Xi travels with an unusually large security detail, as pointed out in
the previous column. Allow a full reiteration of Article 23 of the Hong Kong
Basic Law: “The Hong Kong Special Administrative Region shall enact laws
on its own to prohibit any act of treason, secession, sedition, subversion
against the Central People's Government, or theft of state secrets, to prohibit
foreign political organizations or bodies from conducting political activities
in the Region, and to prohibit political organizations or bodies of the Region
from establishing ties with foreign political organizations or bodies.” Hong
Kong has not done this yet.
If
the allegedly subversive bookstore gang was spirited or somehow just lured to
the Mainland by methods nefarious, as many on suspicious Hong Kong suspect,
then this is of course a violation of the spirit, if not the law, of the
doctrine of ‘one country, two systems’. Although perhaps not to be elevated to the
same philosophical level as the Magna Carta, the doctrine of how big China can
related to little HK has a lot going for it, and for sheer ingenuity is underestimated. It is true that the late Deng Xiaoping
did not actually invent the 1C2S notion of one country-two systems to depict
the method by which China wished to embrace Hong Kong and Taiwan. But it is equally
true that the overall mastermind of China’s post-Mao rise from the dead was
surely its leading apostle, and represents one of his signal legacies.

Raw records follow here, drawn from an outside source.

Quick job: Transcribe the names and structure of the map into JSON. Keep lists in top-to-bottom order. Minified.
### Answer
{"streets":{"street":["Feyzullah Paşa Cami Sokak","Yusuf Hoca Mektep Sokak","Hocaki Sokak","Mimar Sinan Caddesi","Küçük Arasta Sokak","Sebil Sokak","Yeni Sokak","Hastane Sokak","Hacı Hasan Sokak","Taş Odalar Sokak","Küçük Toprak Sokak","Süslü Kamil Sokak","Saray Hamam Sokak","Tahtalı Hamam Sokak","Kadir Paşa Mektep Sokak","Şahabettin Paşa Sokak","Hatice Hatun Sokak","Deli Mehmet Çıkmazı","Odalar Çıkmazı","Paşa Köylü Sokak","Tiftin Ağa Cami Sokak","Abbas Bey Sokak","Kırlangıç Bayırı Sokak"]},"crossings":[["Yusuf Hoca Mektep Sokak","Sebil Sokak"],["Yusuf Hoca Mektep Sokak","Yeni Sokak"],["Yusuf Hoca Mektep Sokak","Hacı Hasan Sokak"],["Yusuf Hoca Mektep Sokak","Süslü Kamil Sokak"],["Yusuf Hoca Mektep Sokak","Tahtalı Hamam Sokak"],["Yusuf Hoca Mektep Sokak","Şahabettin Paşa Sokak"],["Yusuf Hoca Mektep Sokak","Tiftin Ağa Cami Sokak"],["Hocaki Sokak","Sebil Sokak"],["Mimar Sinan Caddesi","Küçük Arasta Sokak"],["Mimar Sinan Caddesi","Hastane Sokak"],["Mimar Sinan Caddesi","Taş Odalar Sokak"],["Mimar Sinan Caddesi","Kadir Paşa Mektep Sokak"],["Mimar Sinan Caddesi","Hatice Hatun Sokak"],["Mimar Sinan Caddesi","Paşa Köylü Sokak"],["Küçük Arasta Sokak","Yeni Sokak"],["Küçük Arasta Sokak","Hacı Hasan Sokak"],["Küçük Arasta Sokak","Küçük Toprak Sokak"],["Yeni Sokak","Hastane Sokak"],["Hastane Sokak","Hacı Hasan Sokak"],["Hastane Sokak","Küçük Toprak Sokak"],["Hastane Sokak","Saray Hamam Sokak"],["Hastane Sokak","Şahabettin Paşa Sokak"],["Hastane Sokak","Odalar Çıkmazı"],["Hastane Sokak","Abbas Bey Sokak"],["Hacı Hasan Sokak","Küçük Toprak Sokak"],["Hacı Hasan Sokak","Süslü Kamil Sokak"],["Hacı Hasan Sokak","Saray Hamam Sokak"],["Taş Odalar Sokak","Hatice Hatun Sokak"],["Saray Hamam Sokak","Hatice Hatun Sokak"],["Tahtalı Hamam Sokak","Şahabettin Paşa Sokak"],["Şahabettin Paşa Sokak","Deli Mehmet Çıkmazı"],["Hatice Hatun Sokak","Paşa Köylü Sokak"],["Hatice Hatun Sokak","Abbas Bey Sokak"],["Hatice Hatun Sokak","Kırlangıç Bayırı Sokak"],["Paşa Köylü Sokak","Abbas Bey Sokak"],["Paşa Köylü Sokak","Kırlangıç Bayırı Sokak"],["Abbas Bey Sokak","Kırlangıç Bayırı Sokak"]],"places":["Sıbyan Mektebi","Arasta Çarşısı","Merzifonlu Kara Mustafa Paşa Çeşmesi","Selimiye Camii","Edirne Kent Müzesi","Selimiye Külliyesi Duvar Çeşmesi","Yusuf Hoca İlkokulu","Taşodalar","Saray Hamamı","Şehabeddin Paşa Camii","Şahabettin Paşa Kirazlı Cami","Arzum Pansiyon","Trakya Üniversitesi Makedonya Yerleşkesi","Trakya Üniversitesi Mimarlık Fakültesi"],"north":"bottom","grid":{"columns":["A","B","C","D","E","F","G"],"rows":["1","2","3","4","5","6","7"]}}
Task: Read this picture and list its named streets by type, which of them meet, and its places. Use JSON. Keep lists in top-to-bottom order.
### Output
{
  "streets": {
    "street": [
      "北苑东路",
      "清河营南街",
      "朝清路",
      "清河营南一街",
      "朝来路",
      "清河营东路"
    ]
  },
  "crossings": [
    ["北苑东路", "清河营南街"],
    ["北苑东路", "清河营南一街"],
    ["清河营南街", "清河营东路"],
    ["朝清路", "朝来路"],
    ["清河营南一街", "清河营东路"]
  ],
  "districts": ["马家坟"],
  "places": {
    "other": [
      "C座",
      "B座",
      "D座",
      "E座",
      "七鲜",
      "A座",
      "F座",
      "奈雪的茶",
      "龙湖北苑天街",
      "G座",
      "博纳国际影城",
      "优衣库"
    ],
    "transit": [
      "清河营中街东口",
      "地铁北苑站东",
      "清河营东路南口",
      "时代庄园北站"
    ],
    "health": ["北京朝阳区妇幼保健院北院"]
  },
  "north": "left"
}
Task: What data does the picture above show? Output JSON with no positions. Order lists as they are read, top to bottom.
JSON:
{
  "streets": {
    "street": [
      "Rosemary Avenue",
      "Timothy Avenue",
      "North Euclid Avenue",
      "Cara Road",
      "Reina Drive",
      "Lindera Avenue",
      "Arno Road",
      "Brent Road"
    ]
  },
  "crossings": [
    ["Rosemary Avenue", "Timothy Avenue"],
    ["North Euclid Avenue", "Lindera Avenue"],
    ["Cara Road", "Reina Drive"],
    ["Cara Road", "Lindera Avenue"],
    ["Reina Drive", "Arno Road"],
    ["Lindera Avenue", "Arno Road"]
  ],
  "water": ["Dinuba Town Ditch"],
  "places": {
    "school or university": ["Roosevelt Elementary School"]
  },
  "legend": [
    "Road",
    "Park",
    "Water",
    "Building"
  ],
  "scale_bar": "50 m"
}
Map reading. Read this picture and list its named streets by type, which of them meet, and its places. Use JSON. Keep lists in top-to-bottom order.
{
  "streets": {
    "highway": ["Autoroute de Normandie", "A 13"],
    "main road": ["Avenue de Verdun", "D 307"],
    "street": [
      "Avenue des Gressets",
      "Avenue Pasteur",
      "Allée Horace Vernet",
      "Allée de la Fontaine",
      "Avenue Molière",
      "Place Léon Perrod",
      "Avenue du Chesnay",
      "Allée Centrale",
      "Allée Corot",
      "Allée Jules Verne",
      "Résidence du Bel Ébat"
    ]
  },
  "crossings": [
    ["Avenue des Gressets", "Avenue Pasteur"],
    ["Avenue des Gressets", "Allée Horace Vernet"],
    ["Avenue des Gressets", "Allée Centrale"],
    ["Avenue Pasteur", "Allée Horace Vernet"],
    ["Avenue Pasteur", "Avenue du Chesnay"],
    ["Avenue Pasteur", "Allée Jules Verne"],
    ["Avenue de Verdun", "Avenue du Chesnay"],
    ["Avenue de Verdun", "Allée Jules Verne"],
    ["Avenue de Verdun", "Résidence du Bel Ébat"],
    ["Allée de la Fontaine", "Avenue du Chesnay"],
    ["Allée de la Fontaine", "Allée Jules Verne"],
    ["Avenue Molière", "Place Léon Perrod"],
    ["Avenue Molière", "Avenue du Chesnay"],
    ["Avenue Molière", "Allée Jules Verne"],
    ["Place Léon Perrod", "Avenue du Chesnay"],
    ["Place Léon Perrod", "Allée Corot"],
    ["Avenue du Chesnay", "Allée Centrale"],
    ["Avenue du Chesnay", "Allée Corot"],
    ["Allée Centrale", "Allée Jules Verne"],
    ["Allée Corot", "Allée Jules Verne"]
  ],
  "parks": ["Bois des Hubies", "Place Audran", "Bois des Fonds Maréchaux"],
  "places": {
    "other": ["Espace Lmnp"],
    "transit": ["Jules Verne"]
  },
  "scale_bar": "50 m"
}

Until now, it seemed to me unthinkable that the national government
centered in Beijing would regard it as anything other than canonical.
I do not think this was the ‘bad’ Xi at work behind the scenes. My
fervent hope is that it was a low-level, Mission Ridiculous, a Watergate-style
operation designed to ingratiate over-reaching security operatives with the Big
Boss. Apparently, the bookstore’s bookshelves stocked a handful of tabloidian
tomes detailing Clintonesque-type flings with floosies (Memo to Xi: People are very forgiving about human vulnerability; just
ask Bill Clinton).
At
this writing the bad books boys are probably still somewhere on the Mainland.
Technically, no law has been broken based on the very facts that exist. But Beijing Central needs to clean this
up, make an example of the Mission Ridiculous team, and focus on the really
important issue of making one-country, two systems a shining example of smart
21st century international politics. Beijing cannot behave as a
beast, especially if it expects smooth sailing in Hong Kong and a Mainland
docking, some day, by Taiwan.
The world
notes that Taiwan’s pro-independence political party just won a smashing
victory and has regained the presidency (with its first female president). This
is not good for the unification timetable unless the PRC plans an
invasion. One country/two systems
will eventually lead to one country if the Deng Doctrine is not all but
worshipped. If it is not, one country will be achievable only by force. And
exercising that option would set back China more than an infinite number of
market corrections.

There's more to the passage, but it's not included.